Collected data
________________

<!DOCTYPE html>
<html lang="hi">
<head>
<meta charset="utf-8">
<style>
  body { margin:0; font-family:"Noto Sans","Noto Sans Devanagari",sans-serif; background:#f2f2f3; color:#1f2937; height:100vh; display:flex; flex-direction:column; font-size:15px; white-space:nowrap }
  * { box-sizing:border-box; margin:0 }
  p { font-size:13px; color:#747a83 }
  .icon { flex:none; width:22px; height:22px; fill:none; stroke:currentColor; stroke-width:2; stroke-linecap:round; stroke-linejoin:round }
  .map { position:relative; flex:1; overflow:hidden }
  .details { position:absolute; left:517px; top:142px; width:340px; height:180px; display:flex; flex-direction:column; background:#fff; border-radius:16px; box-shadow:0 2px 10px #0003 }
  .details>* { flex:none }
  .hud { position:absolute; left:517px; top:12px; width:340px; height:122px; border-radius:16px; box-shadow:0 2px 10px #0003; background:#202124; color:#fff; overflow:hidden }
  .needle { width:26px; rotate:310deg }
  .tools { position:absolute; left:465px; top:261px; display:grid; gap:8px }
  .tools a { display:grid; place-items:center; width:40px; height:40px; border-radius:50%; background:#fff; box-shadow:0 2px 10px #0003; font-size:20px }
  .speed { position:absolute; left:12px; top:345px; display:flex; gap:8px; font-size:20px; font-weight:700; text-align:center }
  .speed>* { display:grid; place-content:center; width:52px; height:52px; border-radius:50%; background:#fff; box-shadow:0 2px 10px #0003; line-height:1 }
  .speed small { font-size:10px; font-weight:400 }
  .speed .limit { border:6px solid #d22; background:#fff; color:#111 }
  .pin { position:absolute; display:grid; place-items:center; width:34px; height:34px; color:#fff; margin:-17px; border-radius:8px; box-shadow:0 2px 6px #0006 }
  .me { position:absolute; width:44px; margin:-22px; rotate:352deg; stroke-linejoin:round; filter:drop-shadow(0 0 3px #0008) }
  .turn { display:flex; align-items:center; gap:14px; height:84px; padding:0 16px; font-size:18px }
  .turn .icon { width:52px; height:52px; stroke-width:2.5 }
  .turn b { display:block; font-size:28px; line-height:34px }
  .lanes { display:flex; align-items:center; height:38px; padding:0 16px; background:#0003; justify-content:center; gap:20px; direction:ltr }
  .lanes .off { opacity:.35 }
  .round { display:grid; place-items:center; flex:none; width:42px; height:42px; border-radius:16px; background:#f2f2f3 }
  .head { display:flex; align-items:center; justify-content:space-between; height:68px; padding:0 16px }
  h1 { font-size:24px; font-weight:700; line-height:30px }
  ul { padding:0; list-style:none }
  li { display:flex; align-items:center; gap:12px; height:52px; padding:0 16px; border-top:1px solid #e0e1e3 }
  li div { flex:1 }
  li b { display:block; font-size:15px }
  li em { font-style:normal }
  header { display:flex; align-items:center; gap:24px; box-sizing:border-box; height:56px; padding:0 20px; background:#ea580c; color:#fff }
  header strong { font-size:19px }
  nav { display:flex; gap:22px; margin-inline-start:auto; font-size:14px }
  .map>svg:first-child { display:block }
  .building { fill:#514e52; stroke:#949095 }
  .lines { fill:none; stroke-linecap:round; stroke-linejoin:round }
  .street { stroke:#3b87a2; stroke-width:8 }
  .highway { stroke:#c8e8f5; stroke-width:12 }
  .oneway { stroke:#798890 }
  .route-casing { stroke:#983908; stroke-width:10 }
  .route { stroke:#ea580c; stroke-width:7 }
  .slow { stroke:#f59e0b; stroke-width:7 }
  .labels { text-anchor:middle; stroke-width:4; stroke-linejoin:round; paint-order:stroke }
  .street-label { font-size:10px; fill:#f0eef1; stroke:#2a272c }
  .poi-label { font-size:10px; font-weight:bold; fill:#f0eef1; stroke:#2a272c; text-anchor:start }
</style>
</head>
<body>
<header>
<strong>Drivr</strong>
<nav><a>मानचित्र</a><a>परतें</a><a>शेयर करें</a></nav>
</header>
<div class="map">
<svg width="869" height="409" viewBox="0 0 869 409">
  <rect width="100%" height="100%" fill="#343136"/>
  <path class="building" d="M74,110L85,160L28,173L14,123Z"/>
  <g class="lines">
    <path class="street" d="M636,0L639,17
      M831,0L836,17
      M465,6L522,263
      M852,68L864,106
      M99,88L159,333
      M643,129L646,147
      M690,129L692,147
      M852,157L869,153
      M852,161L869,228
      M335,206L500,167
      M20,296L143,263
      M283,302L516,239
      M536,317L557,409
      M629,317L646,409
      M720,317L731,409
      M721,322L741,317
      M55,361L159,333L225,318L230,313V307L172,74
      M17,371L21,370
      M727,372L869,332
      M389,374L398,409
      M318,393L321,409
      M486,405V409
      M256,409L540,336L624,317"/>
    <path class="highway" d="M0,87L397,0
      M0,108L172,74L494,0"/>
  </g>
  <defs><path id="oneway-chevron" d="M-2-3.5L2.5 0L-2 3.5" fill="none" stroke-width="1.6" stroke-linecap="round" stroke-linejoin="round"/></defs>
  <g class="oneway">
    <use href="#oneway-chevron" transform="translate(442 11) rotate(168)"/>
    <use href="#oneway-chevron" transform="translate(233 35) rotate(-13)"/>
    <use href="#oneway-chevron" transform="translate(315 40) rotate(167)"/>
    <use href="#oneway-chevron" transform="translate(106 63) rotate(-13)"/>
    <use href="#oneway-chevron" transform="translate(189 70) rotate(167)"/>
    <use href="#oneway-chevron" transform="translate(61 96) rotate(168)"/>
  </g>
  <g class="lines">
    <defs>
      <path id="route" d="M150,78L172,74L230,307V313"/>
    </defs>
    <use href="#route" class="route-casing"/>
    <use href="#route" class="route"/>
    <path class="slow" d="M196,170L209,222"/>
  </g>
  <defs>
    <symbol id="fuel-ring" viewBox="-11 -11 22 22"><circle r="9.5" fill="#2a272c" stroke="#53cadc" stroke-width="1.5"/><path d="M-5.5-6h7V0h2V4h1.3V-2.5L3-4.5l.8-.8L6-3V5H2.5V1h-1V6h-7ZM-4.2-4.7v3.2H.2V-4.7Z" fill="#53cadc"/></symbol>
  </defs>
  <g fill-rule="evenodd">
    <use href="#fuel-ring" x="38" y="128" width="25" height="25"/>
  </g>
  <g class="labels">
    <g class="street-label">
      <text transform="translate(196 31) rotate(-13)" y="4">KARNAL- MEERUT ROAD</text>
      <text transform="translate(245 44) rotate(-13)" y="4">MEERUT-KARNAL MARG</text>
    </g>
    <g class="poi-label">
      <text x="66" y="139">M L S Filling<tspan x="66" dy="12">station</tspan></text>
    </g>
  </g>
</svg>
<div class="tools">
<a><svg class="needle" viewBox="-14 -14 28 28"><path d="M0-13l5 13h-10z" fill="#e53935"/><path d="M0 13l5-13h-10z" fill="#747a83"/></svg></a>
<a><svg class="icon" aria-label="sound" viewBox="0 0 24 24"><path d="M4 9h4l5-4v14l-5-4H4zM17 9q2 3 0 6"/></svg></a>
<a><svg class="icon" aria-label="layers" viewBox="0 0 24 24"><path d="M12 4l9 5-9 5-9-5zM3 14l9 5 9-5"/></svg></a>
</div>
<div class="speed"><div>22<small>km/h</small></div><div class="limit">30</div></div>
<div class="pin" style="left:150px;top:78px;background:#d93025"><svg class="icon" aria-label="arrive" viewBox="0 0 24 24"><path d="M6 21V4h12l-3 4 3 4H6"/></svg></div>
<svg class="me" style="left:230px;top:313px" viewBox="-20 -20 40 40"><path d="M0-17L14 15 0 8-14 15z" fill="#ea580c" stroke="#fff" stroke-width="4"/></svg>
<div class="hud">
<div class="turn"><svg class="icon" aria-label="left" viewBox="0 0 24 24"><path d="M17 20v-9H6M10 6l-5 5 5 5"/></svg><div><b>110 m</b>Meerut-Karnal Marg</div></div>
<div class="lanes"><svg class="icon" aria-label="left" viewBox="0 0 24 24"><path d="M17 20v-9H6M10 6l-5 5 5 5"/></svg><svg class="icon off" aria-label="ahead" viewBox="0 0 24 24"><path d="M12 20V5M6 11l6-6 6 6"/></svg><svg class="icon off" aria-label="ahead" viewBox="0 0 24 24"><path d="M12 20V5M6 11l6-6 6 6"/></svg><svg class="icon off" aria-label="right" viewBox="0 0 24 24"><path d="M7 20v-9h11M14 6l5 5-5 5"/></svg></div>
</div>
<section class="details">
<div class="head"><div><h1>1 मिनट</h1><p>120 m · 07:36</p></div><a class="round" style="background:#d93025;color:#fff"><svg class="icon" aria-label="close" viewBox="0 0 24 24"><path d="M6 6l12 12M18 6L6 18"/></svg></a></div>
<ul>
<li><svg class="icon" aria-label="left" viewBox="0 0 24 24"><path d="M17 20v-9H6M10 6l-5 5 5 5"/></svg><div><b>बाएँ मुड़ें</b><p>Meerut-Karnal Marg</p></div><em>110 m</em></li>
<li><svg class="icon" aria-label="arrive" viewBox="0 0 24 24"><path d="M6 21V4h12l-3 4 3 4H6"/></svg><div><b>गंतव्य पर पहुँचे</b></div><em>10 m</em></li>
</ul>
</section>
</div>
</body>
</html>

________________

**EXERCISE DIRECTIONS:** Set apart and copy each line of the records that holds the word "casing".

**TASK OUTPUT:**
  .route-casing { stroke:#983908; stroke-width:10 }
    <use href="#route" class="route-casing"/>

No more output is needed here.